● **TASK DIRECTIONS**: Only lines holding the word "compass" are wanted from the records; copy all of them.

[Saved data entries]

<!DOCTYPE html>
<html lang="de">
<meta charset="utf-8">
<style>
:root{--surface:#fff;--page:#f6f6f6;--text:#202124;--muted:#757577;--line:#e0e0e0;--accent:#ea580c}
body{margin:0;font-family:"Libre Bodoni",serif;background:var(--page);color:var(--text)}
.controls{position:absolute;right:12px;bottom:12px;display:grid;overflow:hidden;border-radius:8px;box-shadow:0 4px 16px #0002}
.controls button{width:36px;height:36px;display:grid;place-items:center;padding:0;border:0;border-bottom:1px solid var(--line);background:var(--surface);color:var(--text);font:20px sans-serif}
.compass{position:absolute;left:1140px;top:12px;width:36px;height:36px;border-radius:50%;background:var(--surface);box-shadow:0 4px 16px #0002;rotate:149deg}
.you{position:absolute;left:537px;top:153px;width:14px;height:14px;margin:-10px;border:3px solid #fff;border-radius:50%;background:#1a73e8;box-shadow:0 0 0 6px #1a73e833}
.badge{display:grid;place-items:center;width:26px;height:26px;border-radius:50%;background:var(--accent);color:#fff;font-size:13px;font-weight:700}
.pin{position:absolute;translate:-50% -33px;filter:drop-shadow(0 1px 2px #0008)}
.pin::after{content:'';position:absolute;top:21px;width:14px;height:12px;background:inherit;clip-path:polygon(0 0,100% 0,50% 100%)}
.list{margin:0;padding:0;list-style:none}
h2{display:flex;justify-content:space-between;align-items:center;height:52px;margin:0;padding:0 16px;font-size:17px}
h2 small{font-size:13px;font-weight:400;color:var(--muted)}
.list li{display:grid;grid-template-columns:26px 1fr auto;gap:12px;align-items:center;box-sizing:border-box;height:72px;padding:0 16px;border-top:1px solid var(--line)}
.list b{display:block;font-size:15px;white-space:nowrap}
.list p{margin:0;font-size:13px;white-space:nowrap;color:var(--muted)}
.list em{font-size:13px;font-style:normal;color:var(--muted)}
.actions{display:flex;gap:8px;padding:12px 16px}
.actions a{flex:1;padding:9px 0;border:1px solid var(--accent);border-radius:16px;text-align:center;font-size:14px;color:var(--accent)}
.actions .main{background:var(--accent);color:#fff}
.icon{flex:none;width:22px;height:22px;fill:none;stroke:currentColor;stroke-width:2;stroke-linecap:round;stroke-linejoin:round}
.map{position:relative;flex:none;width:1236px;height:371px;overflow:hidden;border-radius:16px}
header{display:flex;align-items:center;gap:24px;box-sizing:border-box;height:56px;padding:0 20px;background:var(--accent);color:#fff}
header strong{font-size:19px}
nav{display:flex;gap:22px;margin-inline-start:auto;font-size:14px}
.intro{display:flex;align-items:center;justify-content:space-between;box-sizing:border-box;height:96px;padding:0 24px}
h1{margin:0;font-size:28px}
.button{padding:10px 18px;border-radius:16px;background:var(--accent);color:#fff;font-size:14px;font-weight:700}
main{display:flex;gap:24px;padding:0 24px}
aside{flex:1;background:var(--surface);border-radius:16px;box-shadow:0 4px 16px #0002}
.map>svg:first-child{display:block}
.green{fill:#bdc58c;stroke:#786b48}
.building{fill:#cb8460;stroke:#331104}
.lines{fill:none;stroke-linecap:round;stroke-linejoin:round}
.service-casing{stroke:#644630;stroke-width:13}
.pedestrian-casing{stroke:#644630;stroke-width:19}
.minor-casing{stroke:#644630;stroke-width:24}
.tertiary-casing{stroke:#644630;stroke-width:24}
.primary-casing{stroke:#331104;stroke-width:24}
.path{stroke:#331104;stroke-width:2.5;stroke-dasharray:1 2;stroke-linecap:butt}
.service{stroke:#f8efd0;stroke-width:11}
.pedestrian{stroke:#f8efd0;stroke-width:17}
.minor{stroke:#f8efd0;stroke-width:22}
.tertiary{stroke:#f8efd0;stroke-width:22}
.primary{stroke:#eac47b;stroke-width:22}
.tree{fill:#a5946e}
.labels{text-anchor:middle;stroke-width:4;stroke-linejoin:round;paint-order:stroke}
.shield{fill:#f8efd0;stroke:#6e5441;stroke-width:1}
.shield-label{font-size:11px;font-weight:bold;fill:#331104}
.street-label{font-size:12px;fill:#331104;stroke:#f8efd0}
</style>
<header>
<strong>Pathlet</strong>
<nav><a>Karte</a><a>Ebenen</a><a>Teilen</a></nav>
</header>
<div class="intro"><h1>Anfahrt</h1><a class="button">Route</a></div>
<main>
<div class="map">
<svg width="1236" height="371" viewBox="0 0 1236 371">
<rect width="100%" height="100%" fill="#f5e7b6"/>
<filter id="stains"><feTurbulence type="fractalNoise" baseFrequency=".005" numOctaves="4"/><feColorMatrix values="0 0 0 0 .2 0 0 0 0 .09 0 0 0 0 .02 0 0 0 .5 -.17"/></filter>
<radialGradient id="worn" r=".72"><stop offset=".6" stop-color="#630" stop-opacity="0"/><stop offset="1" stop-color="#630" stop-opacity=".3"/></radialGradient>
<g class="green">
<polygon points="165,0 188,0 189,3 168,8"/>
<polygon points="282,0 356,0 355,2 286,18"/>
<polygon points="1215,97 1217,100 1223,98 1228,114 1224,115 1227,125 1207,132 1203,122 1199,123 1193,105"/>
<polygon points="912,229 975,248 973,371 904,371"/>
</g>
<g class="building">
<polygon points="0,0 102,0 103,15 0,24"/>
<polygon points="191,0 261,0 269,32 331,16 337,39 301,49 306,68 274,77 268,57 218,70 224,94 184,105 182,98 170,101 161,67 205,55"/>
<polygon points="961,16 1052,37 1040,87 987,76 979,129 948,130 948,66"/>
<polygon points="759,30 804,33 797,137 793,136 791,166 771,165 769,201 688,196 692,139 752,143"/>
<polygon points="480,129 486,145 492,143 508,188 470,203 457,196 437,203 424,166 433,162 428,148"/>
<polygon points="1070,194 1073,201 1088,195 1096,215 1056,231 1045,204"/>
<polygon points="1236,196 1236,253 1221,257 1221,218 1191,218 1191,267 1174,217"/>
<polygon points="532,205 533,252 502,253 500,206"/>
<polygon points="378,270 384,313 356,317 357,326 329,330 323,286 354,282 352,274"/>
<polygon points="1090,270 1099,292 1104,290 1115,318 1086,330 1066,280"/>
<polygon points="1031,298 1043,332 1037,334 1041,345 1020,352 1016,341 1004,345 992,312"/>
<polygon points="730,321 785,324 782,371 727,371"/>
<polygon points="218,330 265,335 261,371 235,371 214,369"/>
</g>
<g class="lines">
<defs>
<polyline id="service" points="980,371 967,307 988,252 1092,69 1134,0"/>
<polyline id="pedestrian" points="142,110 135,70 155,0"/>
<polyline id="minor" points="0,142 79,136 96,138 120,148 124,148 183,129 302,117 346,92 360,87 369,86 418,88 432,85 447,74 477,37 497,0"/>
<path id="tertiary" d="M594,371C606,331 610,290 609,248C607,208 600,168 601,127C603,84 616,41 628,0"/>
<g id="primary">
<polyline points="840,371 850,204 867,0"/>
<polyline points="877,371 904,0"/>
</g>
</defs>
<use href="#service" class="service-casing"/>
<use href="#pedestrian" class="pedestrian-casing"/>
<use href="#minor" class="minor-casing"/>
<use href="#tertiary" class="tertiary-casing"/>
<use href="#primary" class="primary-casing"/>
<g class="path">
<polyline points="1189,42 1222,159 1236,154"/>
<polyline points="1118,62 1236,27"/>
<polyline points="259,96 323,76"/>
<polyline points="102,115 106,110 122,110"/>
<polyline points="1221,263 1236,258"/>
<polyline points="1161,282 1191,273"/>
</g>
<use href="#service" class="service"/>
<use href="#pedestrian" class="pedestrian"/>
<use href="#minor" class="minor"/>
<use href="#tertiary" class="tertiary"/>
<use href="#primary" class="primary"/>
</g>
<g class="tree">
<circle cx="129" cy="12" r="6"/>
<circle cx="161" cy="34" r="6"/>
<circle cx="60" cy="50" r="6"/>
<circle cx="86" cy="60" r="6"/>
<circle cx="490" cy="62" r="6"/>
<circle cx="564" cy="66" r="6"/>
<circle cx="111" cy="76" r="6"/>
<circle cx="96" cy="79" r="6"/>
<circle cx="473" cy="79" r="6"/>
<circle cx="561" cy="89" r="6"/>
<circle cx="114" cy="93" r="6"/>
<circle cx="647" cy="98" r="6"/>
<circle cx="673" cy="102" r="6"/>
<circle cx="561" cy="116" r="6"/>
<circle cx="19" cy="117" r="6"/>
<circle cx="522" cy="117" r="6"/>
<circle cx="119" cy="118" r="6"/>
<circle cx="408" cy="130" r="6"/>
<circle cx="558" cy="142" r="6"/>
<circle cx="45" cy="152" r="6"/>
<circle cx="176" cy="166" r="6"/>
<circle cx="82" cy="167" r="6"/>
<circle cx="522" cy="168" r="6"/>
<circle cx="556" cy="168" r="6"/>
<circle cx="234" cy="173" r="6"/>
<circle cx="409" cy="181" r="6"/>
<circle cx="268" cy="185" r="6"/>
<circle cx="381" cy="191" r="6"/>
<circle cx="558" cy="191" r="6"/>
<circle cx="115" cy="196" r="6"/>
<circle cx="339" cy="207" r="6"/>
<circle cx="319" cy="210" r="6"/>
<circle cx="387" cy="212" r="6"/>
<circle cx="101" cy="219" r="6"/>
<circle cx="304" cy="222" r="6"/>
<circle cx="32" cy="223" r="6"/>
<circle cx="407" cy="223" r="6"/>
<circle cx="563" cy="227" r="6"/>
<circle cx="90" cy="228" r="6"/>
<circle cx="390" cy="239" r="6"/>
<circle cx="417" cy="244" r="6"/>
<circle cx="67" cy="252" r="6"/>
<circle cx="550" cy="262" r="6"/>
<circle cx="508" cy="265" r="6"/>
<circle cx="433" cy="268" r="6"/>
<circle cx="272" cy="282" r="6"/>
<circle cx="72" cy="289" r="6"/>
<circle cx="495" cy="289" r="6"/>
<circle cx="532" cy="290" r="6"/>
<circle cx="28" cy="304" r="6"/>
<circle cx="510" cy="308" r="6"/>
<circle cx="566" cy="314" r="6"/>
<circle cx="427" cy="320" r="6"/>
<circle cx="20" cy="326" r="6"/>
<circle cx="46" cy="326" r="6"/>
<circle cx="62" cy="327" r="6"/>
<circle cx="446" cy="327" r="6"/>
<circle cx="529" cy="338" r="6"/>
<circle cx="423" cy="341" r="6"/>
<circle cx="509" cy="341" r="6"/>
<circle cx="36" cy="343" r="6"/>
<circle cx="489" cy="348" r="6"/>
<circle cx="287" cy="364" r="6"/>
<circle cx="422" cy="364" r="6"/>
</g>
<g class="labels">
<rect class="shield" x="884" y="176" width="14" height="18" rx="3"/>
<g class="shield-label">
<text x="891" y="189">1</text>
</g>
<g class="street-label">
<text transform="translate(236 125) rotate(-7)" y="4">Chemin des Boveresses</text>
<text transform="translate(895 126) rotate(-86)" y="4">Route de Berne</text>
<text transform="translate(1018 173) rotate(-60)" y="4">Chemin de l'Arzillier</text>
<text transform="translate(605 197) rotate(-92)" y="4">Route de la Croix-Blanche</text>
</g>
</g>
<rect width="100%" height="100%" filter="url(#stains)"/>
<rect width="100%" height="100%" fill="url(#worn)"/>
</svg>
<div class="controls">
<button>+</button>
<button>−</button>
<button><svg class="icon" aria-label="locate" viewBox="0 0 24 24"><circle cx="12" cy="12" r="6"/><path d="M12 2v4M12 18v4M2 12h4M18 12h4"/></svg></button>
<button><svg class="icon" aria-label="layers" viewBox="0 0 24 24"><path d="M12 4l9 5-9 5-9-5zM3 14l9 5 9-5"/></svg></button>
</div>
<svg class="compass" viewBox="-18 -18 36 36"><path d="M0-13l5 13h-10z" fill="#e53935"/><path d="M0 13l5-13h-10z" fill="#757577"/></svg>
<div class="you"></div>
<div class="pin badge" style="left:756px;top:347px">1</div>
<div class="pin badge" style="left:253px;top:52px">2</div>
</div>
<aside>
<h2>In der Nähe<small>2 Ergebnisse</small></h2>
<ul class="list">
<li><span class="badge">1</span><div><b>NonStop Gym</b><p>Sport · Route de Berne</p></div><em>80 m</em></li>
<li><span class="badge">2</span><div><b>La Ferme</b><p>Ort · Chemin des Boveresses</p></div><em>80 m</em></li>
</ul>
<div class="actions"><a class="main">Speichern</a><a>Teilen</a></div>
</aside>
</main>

* * *

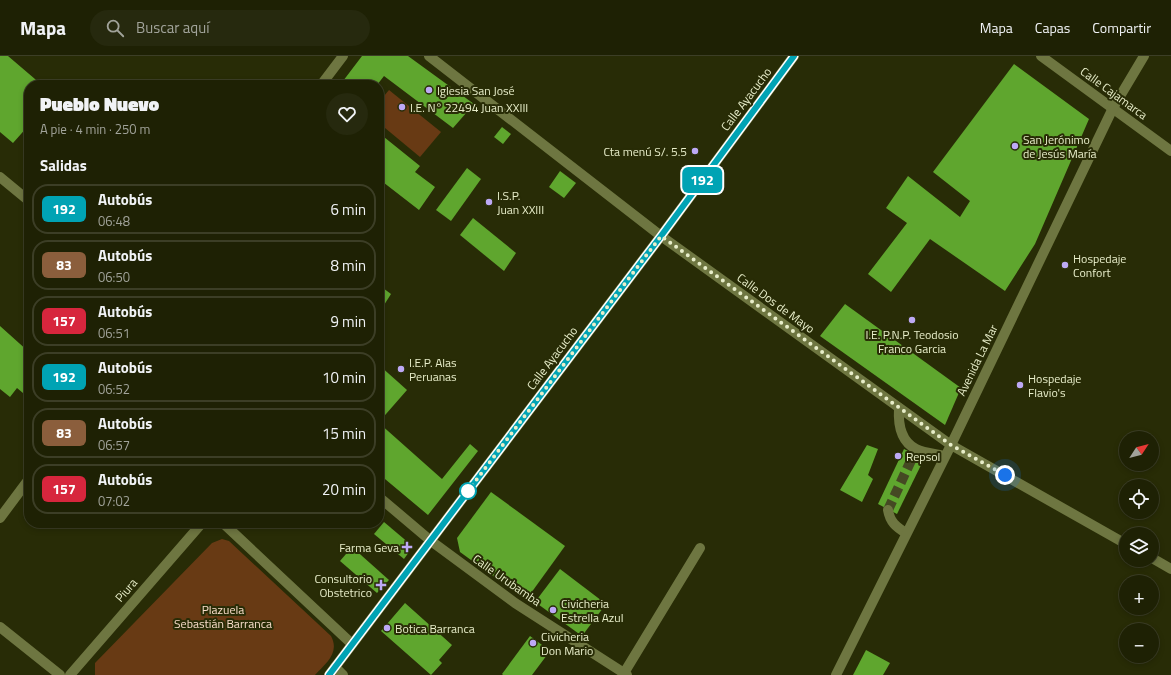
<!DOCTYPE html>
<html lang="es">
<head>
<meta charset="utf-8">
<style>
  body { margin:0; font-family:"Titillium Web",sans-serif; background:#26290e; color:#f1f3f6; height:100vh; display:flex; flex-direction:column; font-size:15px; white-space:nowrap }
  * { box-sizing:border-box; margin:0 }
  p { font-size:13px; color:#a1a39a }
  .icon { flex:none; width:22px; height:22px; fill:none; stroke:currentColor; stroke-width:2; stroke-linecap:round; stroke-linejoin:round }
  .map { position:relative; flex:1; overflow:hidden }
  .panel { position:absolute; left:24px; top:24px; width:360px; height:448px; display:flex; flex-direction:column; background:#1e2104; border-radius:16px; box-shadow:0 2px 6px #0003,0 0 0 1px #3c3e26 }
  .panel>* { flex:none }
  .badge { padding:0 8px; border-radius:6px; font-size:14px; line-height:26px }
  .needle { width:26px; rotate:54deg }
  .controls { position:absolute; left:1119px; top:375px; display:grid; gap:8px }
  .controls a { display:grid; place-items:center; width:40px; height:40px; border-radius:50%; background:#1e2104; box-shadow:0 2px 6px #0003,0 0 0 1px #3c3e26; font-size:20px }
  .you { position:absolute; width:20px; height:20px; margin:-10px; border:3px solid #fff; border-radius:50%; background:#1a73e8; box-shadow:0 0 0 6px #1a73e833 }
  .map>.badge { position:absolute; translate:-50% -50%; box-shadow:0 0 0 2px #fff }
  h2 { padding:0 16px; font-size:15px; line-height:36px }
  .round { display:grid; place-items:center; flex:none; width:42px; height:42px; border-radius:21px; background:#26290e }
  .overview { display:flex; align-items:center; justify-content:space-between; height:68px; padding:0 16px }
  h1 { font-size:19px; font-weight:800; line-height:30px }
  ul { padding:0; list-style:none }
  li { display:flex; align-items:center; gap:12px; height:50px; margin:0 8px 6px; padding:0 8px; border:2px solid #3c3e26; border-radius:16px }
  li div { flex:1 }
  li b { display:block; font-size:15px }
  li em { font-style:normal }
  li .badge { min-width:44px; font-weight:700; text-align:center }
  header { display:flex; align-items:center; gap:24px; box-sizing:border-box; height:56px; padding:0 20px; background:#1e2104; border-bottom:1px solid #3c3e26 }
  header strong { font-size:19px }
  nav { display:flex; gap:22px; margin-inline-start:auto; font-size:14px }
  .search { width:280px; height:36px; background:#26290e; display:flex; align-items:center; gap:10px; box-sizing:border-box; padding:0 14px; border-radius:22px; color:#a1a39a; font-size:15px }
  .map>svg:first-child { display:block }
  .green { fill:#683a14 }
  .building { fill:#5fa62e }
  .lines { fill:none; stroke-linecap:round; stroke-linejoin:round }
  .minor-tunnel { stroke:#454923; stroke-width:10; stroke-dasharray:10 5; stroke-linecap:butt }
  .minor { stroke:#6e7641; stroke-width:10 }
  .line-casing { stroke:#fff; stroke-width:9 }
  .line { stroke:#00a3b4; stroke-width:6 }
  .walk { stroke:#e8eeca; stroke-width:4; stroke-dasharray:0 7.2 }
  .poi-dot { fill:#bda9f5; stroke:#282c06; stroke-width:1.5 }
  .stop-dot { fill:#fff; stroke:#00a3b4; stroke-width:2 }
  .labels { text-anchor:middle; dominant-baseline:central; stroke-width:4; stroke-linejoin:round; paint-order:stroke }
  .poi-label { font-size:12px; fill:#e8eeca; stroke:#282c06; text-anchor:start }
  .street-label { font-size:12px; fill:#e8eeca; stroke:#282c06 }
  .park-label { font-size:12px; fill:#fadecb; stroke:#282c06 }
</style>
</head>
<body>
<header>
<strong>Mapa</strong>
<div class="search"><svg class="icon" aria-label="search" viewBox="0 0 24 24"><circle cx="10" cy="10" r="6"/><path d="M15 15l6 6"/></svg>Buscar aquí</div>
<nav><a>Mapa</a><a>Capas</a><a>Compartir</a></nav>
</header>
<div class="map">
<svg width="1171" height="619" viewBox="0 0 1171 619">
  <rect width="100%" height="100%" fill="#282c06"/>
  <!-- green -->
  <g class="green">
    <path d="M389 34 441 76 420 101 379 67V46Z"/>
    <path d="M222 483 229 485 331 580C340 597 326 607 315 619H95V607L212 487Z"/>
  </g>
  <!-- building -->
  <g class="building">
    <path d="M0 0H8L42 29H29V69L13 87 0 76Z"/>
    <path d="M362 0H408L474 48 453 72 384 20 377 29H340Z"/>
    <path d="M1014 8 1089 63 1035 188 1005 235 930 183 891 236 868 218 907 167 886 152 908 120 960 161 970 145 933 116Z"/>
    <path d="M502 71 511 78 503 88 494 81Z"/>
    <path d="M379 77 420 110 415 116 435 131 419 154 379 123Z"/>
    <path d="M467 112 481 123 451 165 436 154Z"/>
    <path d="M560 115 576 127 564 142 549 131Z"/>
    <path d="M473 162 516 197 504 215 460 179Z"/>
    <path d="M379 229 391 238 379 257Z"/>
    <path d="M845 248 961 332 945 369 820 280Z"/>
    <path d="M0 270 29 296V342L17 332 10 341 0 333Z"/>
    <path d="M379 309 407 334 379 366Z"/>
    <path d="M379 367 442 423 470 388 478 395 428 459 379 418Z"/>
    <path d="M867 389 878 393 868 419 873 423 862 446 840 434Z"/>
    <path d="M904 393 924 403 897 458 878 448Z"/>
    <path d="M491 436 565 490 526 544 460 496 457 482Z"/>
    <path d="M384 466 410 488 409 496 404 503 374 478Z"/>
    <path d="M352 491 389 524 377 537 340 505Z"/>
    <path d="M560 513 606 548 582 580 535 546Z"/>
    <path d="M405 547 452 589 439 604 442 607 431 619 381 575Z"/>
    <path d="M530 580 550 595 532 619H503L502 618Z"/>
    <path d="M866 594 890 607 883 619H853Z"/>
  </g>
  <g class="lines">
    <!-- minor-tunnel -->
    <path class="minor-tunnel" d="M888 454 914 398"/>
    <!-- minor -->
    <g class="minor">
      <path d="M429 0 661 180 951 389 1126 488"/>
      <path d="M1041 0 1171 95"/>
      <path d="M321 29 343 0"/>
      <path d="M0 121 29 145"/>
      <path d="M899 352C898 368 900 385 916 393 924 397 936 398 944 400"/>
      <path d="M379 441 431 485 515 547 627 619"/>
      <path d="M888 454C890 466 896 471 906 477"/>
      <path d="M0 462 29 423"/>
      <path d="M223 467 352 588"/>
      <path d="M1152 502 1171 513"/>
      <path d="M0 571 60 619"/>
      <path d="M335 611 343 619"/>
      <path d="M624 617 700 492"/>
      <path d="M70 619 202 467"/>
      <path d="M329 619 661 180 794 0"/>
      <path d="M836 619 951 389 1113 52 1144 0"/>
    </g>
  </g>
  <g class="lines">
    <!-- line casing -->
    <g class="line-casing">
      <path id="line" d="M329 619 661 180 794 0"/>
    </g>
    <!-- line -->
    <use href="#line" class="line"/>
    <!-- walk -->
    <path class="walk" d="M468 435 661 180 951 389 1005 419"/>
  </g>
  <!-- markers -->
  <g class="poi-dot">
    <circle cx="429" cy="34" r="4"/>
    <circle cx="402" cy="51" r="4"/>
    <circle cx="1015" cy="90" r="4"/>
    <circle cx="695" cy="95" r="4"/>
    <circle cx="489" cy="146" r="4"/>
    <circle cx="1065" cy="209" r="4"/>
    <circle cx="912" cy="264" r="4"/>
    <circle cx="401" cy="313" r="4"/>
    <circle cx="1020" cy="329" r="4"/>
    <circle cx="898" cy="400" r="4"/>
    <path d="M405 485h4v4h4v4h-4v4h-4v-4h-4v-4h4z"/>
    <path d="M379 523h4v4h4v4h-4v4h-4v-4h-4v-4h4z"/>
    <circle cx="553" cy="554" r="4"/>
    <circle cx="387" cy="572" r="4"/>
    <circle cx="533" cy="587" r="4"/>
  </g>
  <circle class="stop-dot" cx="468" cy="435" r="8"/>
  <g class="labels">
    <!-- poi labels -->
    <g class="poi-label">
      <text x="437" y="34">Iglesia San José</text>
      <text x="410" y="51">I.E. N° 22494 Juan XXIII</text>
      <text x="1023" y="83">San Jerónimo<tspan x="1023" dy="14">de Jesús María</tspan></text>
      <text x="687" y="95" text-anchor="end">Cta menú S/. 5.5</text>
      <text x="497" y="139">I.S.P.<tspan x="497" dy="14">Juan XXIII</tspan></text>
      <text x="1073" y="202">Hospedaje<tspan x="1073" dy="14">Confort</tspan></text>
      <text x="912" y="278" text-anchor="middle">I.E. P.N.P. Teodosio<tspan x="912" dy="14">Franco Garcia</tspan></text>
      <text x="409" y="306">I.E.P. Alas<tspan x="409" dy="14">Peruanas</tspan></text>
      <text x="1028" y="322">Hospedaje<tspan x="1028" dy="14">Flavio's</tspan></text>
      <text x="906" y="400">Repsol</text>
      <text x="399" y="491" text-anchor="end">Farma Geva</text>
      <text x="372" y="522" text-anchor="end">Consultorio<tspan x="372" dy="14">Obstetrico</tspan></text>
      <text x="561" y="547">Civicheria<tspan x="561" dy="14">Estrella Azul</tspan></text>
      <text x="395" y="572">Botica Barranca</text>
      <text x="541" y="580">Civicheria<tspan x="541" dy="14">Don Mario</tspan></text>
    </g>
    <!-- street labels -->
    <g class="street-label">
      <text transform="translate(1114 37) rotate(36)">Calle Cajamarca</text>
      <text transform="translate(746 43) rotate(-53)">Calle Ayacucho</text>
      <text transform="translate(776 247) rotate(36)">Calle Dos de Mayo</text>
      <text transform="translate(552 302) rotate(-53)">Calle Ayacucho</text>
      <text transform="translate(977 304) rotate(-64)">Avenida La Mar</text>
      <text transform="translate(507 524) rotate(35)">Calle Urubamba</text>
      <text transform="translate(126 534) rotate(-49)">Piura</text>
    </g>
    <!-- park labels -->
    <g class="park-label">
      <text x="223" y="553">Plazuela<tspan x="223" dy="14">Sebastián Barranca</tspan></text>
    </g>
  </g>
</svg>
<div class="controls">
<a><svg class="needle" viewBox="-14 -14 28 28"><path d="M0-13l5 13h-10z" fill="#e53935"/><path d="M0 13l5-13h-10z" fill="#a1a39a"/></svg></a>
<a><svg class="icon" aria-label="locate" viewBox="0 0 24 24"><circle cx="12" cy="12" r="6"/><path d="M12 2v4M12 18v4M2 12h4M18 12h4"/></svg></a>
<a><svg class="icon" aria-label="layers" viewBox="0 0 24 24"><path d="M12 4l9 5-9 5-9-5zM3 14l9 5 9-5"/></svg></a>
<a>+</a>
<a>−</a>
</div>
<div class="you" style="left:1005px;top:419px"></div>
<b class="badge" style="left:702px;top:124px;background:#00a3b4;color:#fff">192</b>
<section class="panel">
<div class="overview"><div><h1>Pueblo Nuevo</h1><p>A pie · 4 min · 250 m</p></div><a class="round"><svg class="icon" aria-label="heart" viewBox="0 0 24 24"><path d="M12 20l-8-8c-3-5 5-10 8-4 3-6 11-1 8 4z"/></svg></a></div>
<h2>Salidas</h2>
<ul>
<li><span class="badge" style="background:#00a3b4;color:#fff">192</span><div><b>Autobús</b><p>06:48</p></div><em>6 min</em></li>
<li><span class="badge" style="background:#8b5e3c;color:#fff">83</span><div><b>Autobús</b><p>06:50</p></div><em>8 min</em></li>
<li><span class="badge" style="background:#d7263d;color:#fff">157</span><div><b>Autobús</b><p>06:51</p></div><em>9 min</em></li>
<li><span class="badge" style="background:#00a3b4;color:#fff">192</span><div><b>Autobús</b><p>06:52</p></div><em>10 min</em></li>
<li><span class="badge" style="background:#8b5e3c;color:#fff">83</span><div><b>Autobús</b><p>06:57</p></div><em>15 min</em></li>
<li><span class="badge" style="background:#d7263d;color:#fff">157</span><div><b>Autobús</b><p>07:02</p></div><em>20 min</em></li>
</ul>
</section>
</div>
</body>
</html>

● **EXERCISE OUTPUT**:
.compass{position:absolute;left:1140px;top:12px;width:36px;height:36px;border-radius:50%;background:var(--surface);box-shadow:0 4px 16px #0002;rotate:149deg}
<svg class="compass" viewBox="-18 -18 36 36"><path d="M0-13l5 13h-10z" fill="#e53935"/><path d="M0 13l5-13h-10z" fill="#757577"/></svg>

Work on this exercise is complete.